Con el Arno a mis espaldas y la cúpula del Duomo en la lejanía, me deslicé hacia la plaza al amparo de los edificios. Allí estaban los carruajes que había visto pasar, situados junto a la entrada principal del palacio. Las imponentes estatuas del
David
de Michelangelo y del grupo de
Hércules
y
Caco
flanqueaban la entrada principal y me hicieron pensar no sólo en el poder triunfante de los
Médicis
, sino también en mi lucha contra mis propios monstruos. Ninguna ventana de las que yo podía controlar tenía luz. Bajé la vista. Tres soldados de la guardia vaticana vigilaban la puerta principal y tras ella, en el patio, no parecía haber movimiento. Permanecí quieto junto al costado del palacio, esperando el momento oportuno. Me había situado en el lado más oscuro del edificio, en la callejuela que lo separa de los
Uffizi
, el mejor lugar, pues los guardias no prestaban atención a este lado de la plaza ocupados como estaban en vigilar los carruajes. Y además, a mi favor jugaba la sorpresa: nadie esperaba visitas inoportunas y menos aún que a mí se me hubiera ocurrido la locura impensable de ir a Florencia y meterme en la boca del lobo. Puede que esperaran un ataque de la
Corpus Carus
, pero no la visita de un imprudente dispuesto a todo. Los guardias se retiraron un momento al interior y yo aproveché para poner en marcha mi plan.
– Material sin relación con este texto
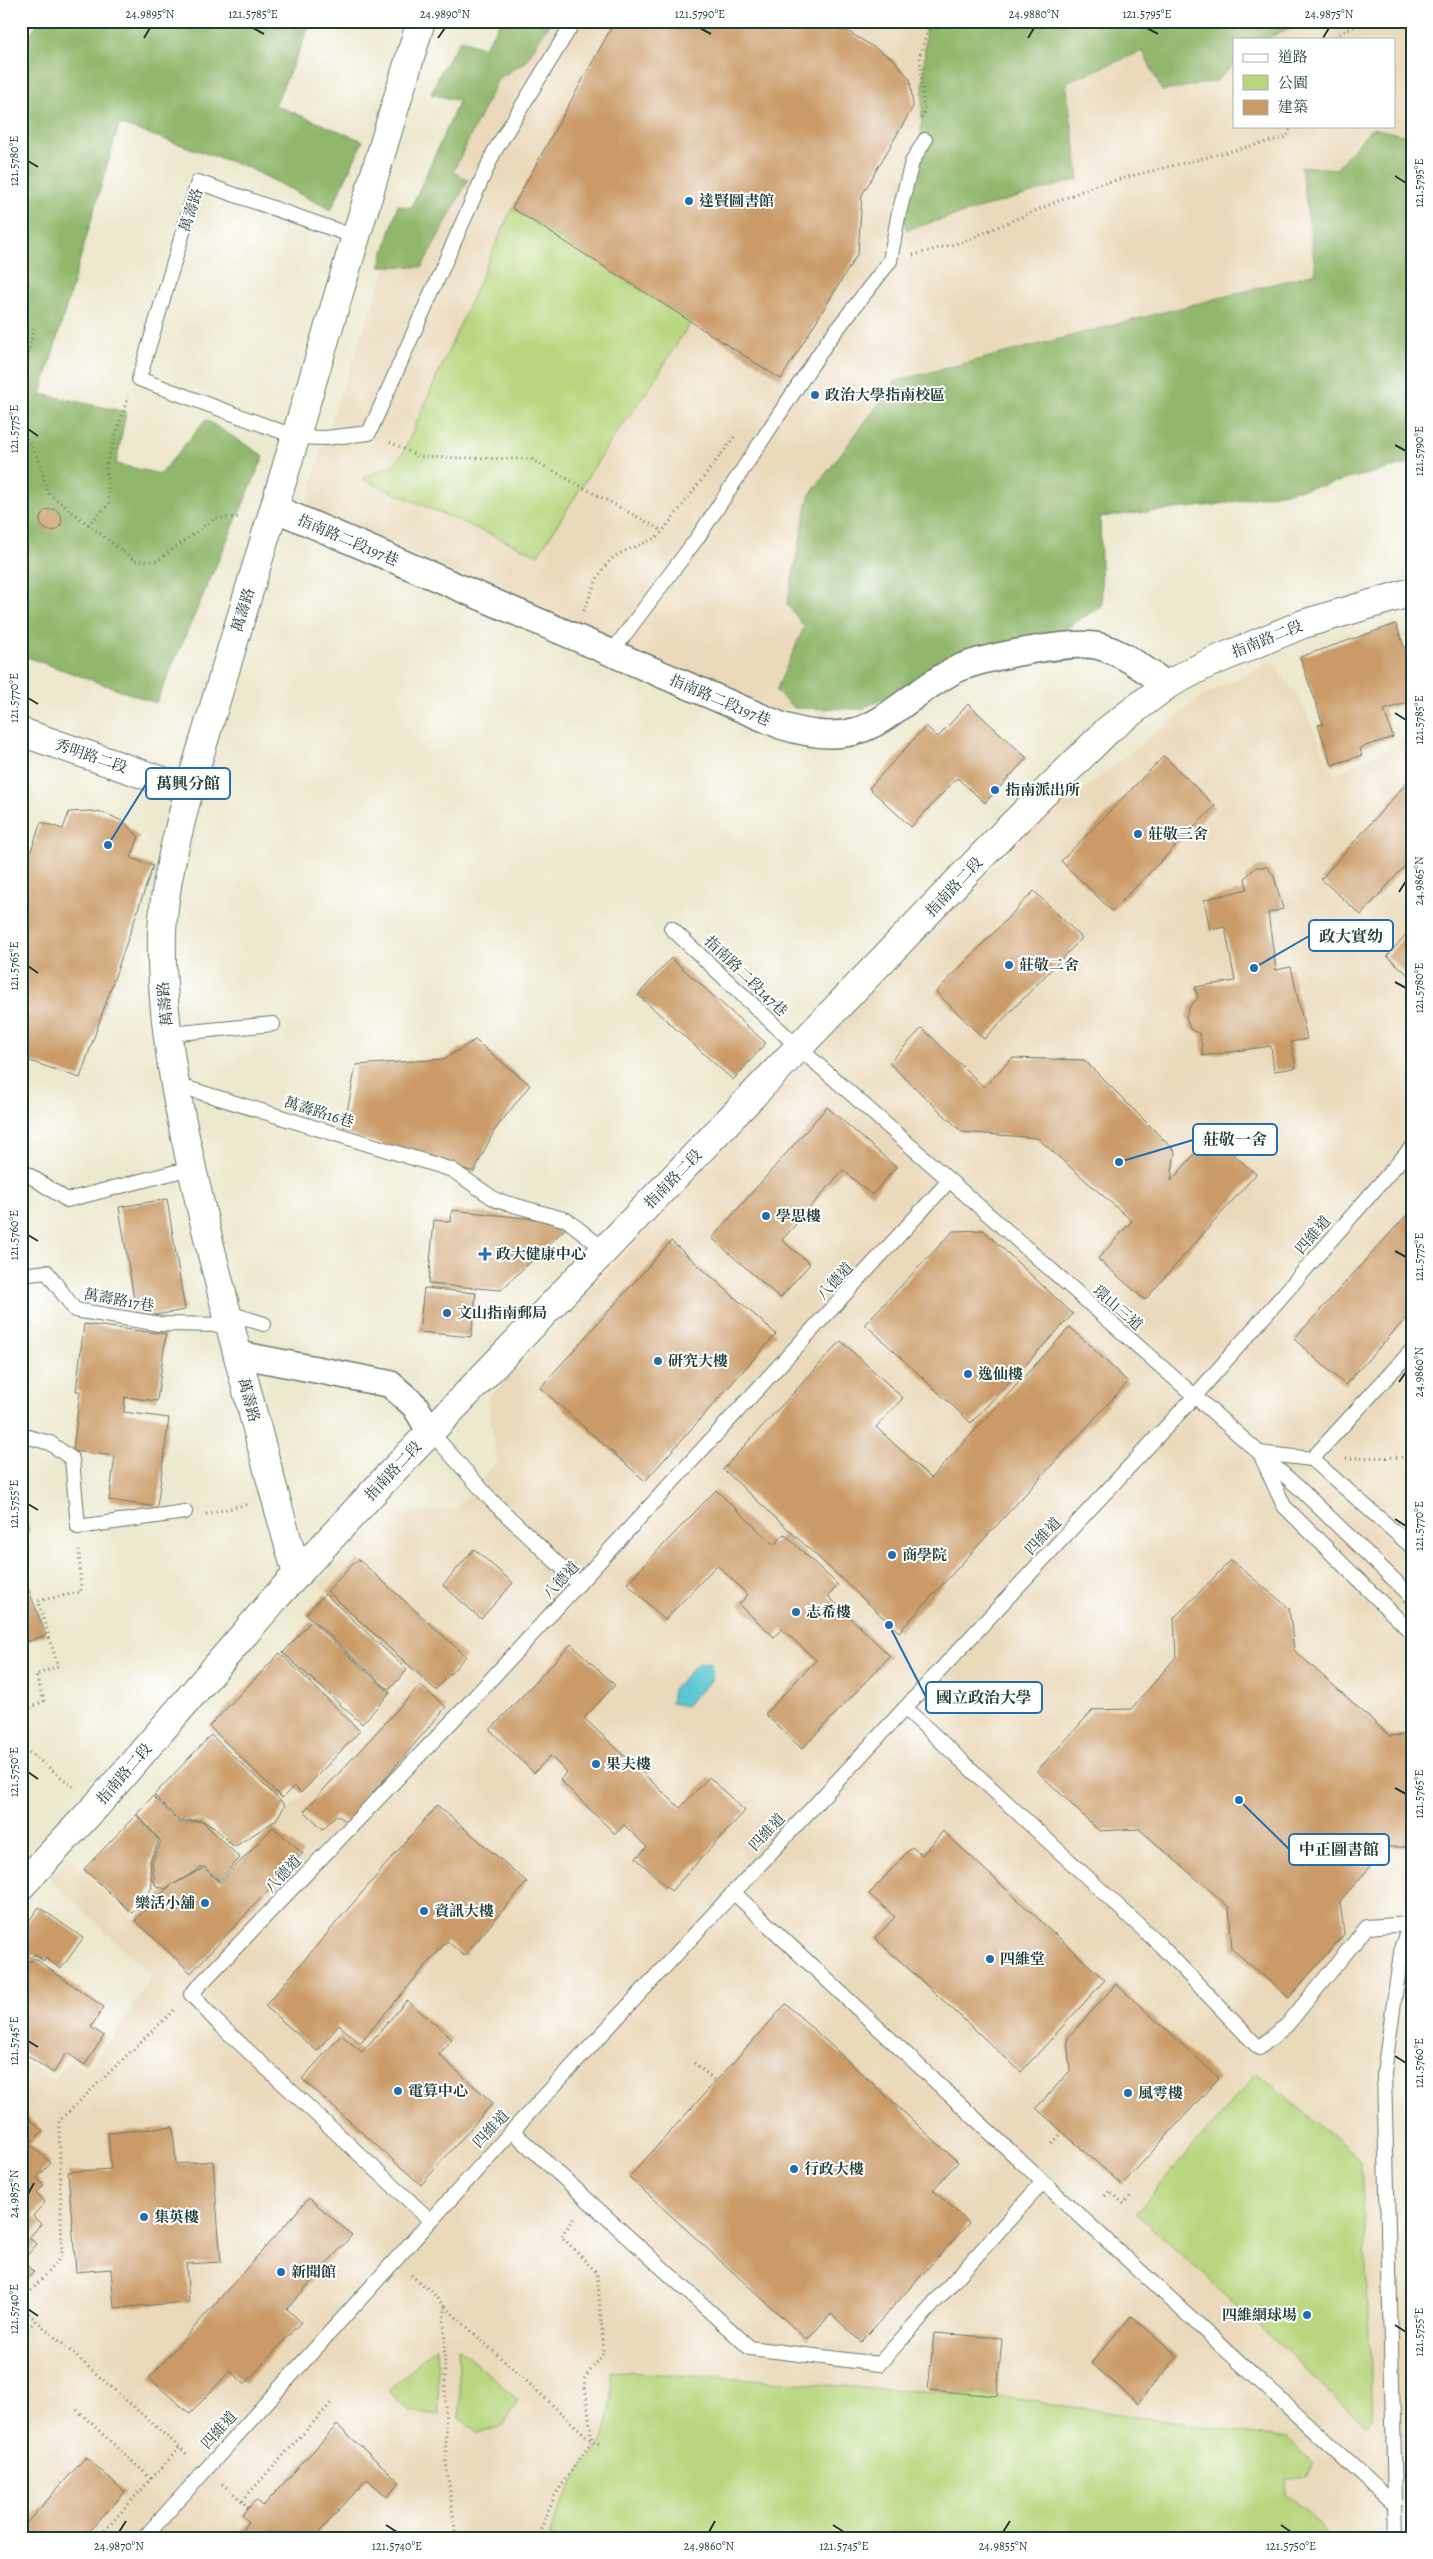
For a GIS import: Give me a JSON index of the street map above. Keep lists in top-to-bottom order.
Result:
{
  "streets": {
    "street": [
      "萬壽路",
      "指南路二段197巷",
      "指南路二段",
      "秀明路二段"
    ],
    "lane": [
      "指南路二段147巷",
      "萬壽路16巷",
      "四維道",
      "八德道",
      "萬壽路17巷",
      "環山三道"
    ]
  },
  "crossings": [
    ["萬壽路", "指南路二段197巷"],
    ["萬壽路", "指南路二段"],
    ["萬壽路", "秀明路二段"],
    ["萬壽路", "萬壽路16巷"],
    ["萬壽路", "萬壽路17巷"],
    ["指南路二段197巷", "指南路二段"],
    ["指南路二段", "指南路二段147巷"],
    ["指南路二段", "萬壽路16巷"],
    ["指南路二段", "環山三道"],
    ["指南路二段147巷", "環山三道"],
    ["四維道", "環山三道"],
    ["八德道", "環山三道"]
  ],
  "places": {
    "other": [
      "達賢圖書館",
      "政治大學指南校區",
      "指南派出所",
      "莊敬三舍",
      "萬興分館",
      "莊敬二舍",
      "政大實幼",
      "莊敬一舍",
      "學思樓",
      "文山指南郵局",
      "研究大樓",
      "逸仙樓",
      "商學院",
      "志希樓",
      "國立政治大學",
      "果夫樓",
      "中正圖書館",
      "樂活小舖",
      "資訊大樓",
      "四維堂",
      "電算中心",
      "風雩樓",
      "行政大樓",
      "集英樓",
      "新聞館",
      "四維網球場"
    ],
    "health": ["政大健康中心"]
  },
  "legend": ["道路", "公園", "建築"],
  "coordinates": [
    "24.9895°N",
    "121.5785°E",
    "24.9890°N",
    "121.5790°E",
    "24.9880°N",
    "121.5795°E",
    "24.9875°N",
    "121.5780°E",
    "121.5775°E",
    "121.5770°E",
    "24.9865°N",
    "121.5765°E",
    "121.5760°E",
    "24.9860°N",
    "121.5755°E",
    "121.5750°E",
    "121.5745°E",
    "121.5740°E",
    "24.9870°N",
    "24.9855°N"
  ]
}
Dejé la espada y la alforja en el suelo para observar mejor el edificio. Las dimensiones que guardaba en mi recuerdo eran las mismas que tenía ante mis ojos aunque a mi corazón le parecía que el palacio había crecido en altura. Abrí la alforja y extraje de ella un gancho al que había atado una cuerda lo suficientemente larga para haber podido trepar al mismísimo Duomo. Había tomado la precaución de forrarlo con cuero para amortiguar los golpes que produciría al intentar engancharlo. Los guardias aún no habían regresado a sus puestos, así que tenía tiempo para lanzarlo contra las rejas que cubrían las ventanas de la primera planta.
Como ya esperaba, el gancho rebotó contra la reja y cayó a mi lado. El ruido del golpe me pareció atroz, pero nadie más que yo lo consideró como tal, pues a su sonido siguió el más profundo de los silencios. Pegué mi espalda al muro y esperé un momento antes de asomarme. Los guardias seguían en el interior del palacio. Me dirigí hacia el gancho, lo maldije y lo lancé de nuevo... Cuatro intentos después, con las sucesivas esperas, conseguí que el gancho no volviera a mí. Tiré de la cuerda con fuerza para comprobar que había asentado bien, acomodé la espada en su vaina y me dispuse a trepar, atando parte de la cuerda a mi cintura para asegurarme de que no terminaría en el pavimento si daba algún paso en falso.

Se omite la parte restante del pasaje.